Da sopravvissuto alla pena di morte e alla sua appendice tumorale, Won si sveglia ogni giorno alle 4 del mattino per leggere il sacro libro e pregare per le vittime e le loro famiglie. In una lettera, Won ha scritto che essere nel braccio della morte ed essere imprigionato a vita sono due cose molto diverse, come il cielo e la terra, la vita e la morte. Mentre i condannati a morte vivono ogni giorno con un piede sulla soglia della forca, i detenuti a vita possono sperare un giorno di tornare al mondo. A questo puntano gli abolizionisti coreani: a una politica di “ergastolo relativo” come alternativa alla pena capitale, che offra l’opportunità della libertà condizionale.
Il dono della grazia può cambiare il modo di pensare, di sentire e di agire di un prigioniero. “Non ho il diritto di esigerlo”, ha scritto Won in una lettera.
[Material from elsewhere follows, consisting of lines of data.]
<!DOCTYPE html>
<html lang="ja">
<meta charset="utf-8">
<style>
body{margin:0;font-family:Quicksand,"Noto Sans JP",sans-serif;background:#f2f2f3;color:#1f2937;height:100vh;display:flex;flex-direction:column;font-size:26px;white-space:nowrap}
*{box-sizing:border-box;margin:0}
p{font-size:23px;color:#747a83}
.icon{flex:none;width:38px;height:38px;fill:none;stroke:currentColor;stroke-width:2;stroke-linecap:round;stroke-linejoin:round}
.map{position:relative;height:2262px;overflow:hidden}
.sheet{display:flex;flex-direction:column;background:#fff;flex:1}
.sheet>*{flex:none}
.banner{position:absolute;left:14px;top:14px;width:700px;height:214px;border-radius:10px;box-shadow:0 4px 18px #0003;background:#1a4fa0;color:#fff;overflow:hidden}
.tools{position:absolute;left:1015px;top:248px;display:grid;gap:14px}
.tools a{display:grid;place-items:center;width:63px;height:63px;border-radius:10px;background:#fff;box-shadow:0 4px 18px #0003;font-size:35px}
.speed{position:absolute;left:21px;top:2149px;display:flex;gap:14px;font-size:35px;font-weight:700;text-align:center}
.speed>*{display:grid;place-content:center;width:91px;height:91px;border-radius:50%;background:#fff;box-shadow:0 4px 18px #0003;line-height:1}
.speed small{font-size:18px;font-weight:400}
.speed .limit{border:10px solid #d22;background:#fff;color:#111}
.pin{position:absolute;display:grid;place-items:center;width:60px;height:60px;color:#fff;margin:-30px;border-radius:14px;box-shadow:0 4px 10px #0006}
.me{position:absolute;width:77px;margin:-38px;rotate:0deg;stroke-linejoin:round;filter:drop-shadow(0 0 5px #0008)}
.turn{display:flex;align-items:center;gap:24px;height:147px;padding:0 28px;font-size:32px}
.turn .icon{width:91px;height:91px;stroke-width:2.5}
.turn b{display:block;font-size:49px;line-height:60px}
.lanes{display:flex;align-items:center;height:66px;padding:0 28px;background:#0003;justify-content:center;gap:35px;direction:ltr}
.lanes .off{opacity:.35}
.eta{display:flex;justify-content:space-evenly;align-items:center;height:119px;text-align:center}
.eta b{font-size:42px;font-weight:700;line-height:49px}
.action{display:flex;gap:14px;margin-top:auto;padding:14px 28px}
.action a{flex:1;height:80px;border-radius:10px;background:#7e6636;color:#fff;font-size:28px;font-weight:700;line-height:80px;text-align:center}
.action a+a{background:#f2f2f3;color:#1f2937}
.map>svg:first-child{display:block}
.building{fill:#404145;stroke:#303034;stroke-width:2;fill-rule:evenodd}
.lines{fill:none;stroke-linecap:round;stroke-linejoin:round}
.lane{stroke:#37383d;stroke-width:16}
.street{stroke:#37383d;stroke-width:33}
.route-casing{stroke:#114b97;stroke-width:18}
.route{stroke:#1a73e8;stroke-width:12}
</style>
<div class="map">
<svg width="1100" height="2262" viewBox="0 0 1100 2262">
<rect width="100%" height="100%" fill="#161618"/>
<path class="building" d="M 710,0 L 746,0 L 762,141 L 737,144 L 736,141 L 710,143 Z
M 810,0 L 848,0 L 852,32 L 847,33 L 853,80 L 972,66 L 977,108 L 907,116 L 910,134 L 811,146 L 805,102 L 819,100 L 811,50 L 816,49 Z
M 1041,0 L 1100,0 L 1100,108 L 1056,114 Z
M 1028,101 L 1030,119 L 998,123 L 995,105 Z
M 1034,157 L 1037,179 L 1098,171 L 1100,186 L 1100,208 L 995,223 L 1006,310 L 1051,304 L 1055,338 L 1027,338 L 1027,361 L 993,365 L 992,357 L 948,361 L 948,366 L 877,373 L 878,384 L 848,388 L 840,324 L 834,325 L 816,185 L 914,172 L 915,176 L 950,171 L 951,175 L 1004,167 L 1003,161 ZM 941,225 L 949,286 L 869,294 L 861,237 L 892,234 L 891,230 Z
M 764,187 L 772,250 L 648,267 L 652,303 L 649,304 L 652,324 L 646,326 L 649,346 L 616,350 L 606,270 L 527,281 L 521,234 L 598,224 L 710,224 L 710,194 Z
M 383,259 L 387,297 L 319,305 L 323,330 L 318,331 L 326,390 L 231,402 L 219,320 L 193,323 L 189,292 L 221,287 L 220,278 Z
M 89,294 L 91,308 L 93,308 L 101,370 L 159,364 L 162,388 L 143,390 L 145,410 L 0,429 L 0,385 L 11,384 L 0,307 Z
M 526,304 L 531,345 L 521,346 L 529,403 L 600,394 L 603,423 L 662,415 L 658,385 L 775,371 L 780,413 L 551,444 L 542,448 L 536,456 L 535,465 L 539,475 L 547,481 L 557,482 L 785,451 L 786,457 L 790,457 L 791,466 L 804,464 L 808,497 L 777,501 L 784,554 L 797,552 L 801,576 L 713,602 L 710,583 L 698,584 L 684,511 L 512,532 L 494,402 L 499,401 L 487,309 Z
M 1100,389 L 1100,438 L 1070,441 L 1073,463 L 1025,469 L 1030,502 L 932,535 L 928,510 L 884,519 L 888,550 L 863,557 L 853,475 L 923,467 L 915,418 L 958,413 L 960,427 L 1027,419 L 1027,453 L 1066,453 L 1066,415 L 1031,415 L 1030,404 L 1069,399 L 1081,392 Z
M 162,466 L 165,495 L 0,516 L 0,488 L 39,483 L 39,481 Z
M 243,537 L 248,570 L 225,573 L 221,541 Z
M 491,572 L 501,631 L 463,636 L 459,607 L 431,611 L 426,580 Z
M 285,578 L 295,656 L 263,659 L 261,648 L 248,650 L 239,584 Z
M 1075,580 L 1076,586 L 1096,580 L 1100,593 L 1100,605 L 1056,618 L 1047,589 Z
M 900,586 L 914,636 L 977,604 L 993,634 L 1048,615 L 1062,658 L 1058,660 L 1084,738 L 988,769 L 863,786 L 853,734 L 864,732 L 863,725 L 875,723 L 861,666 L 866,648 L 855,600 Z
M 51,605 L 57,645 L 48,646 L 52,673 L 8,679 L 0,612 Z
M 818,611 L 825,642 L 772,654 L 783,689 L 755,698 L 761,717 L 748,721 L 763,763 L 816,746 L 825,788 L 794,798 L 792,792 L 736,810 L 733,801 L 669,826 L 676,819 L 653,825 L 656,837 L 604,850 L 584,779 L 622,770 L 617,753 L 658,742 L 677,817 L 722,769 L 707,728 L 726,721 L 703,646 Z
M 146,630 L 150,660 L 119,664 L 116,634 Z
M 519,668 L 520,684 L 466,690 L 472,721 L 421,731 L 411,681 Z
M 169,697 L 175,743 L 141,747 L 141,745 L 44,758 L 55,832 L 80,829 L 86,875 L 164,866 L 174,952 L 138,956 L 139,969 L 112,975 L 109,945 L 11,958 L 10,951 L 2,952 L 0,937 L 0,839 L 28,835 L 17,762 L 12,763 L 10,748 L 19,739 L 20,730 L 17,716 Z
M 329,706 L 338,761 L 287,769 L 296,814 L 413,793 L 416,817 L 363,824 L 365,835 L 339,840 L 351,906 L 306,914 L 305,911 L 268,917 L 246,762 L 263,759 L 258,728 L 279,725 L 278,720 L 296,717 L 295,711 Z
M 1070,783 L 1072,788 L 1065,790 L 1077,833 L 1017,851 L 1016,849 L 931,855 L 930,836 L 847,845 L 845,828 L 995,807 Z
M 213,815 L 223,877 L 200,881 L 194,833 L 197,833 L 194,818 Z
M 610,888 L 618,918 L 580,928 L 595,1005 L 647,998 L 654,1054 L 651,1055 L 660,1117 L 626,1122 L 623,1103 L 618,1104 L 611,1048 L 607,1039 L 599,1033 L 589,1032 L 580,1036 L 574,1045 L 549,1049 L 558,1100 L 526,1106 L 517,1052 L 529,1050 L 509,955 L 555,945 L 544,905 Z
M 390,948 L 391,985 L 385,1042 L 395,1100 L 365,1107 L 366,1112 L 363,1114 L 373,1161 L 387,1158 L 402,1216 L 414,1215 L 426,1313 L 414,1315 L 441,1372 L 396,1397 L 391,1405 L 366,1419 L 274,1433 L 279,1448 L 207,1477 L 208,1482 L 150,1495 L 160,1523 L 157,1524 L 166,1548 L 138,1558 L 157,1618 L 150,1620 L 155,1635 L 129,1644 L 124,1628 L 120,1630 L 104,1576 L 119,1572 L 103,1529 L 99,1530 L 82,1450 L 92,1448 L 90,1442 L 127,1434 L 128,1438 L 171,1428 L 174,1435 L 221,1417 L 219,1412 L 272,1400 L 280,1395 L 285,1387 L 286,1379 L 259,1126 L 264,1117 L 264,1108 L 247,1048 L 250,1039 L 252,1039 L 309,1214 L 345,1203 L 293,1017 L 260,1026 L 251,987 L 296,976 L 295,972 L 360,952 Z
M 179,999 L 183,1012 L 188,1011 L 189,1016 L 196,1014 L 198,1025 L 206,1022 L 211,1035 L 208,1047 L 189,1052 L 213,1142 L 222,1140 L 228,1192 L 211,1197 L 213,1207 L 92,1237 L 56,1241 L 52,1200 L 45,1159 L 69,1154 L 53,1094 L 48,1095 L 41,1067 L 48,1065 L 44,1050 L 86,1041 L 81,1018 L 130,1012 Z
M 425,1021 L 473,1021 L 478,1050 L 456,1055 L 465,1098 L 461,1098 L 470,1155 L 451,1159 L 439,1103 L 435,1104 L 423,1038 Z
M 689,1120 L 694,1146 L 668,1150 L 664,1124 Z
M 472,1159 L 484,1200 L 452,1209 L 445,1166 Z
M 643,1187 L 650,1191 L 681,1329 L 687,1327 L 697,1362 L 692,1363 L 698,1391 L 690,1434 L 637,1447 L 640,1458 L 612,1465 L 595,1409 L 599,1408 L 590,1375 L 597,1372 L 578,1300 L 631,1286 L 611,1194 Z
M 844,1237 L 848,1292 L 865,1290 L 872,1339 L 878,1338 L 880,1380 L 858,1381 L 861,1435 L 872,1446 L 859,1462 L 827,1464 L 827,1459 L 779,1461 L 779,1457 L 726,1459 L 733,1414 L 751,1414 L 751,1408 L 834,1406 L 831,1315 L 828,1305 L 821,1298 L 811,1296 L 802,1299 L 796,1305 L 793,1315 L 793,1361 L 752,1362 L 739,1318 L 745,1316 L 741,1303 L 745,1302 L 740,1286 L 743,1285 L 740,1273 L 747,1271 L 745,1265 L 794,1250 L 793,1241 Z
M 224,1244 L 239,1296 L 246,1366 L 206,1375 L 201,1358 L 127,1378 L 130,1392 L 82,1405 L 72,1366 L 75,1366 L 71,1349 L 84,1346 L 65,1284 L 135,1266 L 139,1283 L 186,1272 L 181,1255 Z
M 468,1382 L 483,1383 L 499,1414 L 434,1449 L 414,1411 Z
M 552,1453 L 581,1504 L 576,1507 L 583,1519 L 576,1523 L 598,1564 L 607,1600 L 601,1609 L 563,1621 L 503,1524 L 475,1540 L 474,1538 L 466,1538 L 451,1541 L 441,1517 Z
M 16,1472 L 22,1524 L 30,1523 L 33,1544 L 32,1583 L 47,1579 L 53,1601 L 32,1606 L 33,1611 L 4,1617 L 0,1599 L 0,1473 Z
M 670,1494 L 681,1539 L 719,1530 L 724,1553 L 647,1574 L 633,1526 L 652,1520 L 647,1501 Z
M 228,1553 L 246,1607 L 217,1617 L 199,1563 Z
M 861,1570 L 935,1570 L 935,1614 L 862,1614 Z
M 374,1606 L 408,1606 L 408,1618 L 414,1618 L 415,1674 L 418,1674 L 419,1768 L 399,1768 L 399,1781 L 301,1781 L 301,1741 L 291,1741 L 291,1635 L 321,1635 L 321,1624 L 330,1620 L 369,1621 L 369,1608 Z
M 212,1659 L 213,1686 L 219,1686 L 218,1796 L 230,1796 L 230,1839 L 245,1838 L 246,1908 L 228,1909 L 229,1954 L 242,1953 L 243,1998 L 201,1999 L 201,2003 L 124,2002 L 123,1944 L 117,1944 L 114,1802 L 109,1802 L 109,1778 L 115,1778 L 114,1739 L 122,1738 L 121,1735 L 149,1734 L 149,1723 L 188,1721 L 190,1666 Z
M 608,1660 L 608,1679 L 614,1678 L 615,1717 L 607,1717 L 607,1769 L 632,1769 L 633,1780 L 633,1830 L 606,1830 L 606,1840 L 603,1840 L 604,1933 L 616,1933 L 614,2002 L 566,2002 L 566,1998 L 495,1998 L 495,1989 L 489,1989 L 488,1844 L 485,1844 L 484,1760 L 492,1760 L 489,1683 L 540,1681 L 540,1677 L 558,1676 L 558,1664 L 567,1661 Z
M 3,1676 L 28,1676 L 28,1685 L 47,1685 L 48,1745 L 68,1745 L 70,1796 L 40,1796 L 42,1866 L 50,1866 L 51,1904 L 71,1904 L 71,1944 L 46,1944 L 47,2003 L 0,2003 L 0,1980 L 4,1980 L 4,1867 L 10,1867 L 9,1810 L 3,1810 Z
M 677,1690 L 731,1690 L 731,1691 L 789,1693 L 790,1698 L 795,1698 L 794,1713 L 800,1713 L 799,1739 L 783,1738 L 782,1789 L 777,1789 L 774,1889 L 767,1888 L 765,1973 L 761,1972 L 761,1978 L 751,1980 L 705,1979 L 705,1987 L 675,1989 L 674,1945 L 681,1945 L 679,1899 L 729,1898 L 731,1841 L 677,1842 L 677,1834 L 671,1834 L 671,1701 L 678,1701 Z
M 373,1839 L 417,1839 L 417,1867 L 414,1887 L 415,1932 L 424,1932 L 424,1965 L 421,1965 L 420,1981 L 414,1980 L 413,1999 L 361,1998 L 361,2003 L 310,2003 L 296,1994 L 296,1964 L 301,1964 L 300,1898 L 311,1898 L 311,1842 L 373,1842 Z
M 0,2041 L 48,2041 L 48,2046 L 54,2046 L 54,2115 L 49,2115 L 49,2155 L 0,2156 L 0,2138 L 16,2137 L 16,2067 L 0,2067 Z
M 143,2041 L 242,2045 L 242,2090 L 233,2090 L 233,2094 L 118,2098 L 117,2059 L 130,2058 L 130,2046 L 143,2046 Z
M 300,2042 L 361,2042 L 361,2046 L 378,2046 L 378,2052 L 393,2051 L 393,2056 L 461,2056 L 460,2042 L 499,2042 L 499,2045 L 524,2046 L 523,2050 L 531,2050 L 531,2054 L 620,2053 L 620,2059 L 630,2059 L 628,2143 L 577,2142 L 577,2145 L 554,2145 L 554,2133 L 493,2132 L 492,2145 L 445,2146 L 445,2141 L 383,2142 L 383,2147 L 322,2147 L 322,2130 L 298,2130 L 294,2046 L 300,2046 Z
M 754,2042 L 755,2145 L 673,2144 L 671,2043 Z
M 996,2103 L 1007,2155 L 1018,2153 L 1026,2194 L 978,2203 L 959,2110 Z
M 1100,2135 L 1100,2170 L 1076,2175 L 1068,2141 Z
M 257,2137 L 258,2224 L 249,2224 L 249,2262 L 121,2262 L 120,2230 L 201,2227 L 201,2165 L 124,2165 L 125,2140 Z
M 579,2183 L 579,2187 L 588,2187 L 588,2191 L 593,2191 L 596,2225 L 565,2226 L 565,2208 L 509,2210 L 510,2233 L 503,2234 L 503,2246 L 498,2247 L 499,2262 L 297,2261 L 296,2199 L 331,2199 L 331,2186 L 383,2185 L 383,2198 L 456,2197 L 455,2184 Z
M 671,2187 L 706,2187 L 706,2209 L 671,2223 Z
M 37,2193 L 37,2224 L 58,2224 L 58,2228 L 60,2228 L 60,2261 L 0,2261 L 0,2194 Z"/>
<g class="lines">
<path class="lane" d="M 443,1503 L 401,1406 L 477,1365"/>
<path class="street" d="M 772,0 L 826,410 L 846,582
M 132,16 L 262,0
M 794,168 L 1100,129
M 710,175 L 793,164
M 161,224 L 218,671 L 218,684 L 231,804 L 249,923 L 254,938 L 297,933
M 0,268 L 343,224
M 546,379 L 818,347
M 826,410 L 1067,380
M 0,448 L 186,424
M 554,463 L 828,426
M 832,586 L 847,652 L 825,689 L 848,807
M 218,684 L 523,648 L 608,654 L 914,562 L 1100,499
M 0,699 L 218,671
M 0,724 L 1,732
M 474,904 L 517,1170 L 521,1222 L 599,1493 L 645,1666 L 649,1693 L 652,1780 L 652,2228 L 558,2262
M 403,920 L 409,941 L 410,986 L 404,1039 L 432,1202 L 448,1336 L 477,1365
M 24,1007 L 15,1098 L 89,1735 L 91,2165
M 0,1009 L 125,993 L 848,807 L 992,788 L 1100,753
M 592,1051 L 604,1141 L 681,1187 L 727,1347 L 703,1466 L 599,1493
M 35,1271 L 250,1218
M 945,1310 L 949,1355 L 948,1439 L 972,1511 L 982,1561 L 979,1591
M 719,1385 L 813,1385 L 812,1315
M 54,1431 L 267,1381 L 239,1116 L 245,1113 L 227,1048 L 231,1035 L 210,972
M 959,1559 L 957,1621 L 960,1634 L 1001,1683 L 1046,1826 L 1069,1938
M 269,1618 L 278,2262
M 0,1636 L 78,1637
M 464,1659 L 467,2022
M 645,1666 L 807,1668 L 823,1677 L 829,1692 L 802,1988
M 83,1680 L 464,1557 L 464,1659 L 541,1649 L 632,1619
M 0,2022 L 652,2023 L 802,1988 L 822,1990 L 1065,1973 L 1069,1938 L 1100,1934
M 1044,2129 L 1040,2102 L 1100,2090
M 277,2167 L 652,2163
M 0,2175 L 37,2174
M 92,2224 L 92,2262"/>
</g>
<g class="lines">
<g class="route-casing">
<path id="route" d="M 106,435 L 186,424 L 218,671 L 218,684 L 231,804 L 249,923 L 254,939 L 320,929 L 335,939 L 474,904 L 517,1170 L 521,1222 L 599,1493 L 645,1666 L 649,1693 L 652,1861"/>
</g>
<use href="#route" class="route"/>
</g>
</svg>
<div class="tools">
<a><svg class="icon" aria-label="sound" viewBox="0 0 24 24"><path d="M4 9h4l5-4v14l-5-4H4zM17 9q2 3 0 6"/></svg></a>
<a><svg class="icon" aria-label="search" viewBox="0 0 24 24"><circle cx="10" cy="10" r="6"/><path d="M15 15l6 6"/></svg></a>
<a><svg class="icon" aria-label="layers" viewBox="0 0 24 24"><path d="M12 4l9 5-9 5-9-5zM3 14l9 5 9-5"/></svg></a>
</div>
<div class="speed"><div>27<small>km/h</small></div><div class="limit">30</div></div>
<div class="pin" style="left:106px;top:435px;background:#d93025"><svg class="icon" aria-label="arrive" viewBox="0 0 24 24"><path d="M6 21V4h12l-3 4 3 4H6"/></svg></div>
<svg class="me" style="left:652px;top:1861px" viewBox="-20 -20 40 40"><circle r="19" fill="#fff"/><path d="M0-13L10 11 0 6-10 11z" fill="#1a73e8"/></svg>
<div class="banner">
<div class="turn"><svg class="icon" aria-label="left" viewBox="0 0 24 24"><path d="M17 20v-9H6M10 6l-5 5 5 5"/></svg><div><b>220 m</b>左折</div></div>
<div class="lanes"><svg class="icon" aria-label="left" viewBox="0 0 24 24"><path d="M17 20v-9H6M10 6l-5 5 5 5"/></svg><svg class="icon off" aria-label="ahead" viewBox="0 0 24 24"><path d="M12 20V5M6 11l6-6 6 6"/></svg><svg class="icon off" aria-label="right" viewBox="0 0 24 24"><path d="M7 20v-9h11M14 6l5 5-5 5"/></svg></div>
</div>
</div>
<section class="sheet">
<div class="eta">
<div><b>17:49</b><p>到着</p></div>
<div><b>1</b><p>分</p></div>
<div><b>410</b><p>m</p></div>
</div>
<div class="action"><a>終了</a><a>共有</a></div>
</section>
Ma è certo che se gli fosse data la possibilità, vivrebbe il resto della vita donandola al prossimo, cercando di riparare l’irreparabile. Versando lacrime di rimpianto per il danno arrecato e cercando di rimediare nell’unico modo umanamente possibile. Come nel kintsugi, l’arte giapponese della riparazione con l’oro: quel che si è rotto non può essere riparato e tornare alla sua forma originaria, ma può ritornare a essere bello, rivivere in una forma diversa e anche più preziosa.